Joanna Sheldon cjs10 at cornell.edu
Sun Dec 31 20:32:04 PST 2000


Hi Gordon,


>Justin Schwartz:
> > Heraklit is Herakleitos, an important pre-Socratic philosopher probably
> most
> > famous for his dictum that change is all ("Panta rheia"), and the remark
> > that you cannot step in the same river twice; he contravened the more
> usual
> > view that there is an unchanging unity underlying the world. He left no
> > writings and is known only from quoted fragments. --jks
>
>He would disagree about the two realms mentioned by our war
>fan: "The way up and the way down are one and the same." In
>this, of course, he appropriately contradicted himself, both
>as to the _panta_ and the river.

Not actually, as I see it. To claim that a given trajectory is the same, whatever end you view it from, does not contradict the idea that any flowing water you step into will not hang around long enough for you to step into it twice ("On those who step in the same river, different and different waters flow . . " (fragment 12); "In the same river we both step and do not step, we are and we are not" (frag. 49a); "It is not possible to step twice into the same river" (frag. 91) -- in other words, that actions are never performed in the same set of circumstances. "The way up and down is one and the same" (frag.60) is about perspective; the river comments are about time (points in a continuum). Though he certainly didn't think there was anything steady about the latter: "Time is a child playing a game of draughts" (frag. 52).
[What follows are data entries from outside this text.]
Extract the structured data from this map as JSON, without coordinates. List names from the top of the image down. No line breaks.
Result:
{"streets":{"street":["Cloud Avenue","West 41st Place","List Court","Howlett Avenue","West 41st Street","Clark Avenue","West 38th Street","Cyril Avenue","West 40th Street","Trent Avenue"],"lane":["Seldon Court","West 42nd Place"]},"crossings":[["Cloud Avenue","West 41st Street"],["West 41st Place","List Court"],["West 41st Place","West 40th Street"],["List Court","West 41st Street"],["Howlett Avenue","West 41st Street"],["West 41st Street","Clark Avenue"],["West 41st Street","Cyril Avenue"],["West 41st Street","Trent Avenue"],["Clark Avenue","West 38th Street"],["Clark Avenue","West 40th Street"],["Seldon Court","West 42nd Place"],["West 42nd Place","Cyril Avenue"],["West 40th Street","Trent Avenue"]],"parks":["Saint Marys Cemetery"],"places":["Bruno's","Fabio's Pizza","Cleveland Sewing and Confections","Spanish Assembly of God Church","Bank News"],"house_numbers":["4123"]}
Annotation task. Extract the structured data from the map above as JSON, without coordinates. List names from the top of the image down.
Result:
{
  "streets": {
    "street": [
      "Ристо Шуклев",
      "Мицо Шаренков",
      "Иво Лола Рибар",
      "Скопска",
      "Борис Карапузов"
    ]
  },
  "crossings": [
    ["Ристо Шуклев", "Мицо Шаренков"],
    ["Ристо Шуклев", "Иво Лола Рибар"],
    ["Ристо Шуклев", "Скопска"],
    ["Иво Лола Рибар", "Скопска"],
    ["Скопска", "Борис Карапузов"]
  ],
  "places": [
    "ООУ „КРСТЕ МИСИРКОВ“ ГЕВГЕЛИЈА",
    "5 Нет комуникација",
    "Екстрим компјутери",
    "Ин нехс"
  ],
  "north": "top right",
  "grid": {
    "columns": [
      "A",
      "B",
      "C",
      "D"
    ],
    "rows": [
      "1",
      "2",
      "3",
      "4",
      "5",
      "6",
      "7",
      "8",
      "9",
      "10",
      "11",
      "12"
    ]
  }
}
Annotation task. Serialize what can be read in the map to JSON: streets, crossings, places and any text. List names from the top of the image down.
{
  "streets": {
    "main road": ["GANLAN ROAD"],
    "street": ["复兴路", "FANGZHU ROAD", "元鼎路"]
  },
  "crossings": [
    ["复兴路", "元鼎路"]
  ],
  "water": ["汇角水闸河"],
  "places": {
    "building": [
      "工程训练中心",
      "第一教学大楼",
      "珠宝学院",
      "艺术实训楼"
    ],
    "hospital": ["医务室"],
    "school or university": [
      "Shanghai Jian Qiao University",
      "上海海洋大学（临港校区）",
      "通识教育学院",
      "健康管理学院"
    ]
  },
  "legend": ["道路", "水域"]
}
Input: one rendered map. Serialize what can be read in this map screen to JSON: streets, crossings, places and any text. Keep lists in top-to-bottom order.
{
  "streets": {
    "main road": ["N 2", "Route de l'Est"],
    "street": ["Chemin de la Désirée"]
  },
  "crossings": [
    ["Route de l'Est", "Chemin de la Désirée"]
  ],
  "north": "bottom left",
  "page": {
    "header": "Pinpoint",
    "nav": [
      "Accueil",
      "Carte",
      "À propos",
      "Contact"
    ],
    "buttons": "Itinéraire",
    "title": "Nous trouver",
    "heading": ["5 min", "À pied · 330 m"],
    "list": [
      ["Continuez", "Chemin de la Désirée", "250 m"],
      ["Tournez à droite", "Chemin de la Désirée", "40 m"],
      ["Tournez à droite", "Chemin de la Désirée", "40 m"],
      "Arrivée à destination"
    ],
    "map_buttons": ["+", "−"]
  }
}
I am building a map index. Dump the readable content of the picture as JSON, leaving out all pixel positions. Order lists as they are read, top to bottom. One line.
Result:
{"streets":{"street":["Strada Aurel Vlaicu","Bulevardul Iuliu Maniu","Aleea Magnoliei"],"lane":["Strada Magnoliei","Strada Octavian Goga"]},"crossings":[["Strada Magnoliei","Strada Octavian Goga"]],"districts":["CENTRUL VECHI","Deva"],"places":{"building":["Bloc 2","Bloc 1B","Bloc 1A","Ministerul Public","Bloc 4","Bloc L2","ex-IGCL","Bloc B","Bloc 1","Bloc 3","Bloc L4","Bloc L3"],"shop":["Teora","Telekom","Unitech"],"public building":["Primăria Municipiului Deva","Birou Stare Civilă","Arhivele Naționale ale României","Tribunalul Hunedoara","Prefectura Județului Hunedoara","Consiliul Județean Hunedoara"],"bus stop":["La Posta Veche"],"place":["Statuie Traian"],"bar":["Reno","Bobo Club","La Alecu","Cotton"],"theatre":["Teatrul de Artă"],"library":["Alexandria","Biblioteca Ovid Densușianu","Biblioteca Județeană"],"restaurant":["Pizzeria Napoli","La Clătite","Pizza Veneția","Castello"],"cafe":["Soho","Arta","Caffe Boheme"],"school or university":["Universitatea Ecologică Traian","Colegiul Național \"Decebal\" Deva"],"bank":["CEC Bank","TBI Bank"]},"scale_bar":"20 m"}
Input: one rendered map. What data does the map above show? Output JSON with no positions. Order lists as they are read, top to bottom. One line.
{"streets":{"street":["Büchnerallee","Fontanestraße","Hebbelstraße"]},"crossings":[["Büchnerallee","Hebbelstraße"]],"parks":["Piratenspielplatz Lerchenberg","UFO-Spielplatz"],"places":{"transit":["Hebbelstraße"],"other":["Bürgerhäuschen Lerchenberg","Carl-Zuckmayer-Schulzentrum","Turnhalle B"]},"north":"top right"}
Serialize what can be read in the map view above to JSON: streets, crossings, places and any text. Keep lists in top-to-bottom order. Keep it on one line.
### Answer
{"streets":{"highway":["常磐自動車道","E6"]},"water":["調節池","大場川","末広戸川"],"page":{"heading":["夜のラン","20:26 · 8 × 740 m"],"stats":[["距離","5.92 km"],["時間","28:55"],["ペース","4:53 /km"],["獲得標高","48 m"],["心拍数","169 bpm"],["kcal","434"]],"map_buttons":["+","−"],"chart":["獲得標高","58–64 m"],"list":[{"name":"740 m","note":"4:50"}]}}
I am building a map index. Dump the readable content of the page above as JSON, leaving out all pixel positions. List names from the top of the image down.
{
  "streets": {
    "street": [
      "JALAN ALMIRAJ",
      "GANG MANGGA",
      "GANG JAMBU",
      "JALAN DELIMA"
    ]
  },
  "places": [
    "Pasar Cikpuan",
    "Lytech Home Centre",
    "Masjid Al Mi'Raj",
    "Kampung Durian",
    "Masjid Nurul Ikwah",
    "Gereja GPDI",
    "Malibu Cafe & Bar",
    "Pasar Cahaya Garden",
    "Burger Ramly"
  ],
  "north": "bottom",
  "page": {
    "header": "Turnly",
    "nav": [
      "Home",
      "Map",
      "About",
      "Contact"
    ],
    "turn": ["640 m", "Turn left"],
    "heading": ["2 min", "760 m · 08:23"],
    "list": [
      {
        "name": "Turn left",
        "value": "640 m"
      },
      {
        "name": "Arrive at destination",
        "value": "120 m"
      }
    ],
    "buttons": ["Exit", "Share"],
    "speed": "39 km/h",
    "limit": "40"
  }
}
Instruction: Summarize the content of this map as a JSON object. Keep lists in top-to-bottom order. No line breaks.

There's no fragment in which Herakleitos said "change is all" nor even that "everything flows" (panta rhei), though Plato's Socrates claims he said "all things move (ienai) and nothing remains still" (Cratylus, 401d). Anyway, when he talked about change it was often to point out its stable aspects: "As a single, unified thing there exists in us both life and death, waking and sleeping, youth and old age, because the former things having changed are now the latter, and when those latter things change, they become the former" (frag. 88) -- in other words, perhaps, there's a kind of power exchange between living and dead, what goes around comes around, and change happens in relation to a merely imaginary fixed point. "Night and day, which Hesiod had made parent and child, are, and must always have been, essentially connected and interdependent (frag. 57); "Beginning and end are general in the circumference of the circle" (frag. 103). Not for nothing ole' Harry was nicknamed "the dark one."

Even god is reliably inconstant: "God is day and night, winter and summer, war and peace, fullness and hunger; he changes the way fire does when mixed with spices and is named according to each spice." (frag. 67)... (which, for my money, is good, but not as good as Xenophanes': "But if cattle or lions had hands, so as to paint with their hands and produce works of art as men do, they would paint their gods and give them bodies in form like their own -- horses like horses, cattle like cattle." (frag. 15)).

Might be good to understand H's words on war (or "strife") in light of another of his epigrams, which has an almost dialectical ring to it: "That which is opposition is in concert, and from things that differ comes the most beautiful harmony." (frag. 8). Or, in a similar vein on a mellower note: "They do not understand how that which differs with itself is in agreement: harmony consists of opposing tension, like that of the bow and the lyre" (frag. 50).

Btw, according to Aristotle, H's student Cratylus, "criticized Heraclitus for saying that it is impossible to step twice into the same river; for he thought one could not do it even once" (Met. 1010a 13-15). There's gratitude forya.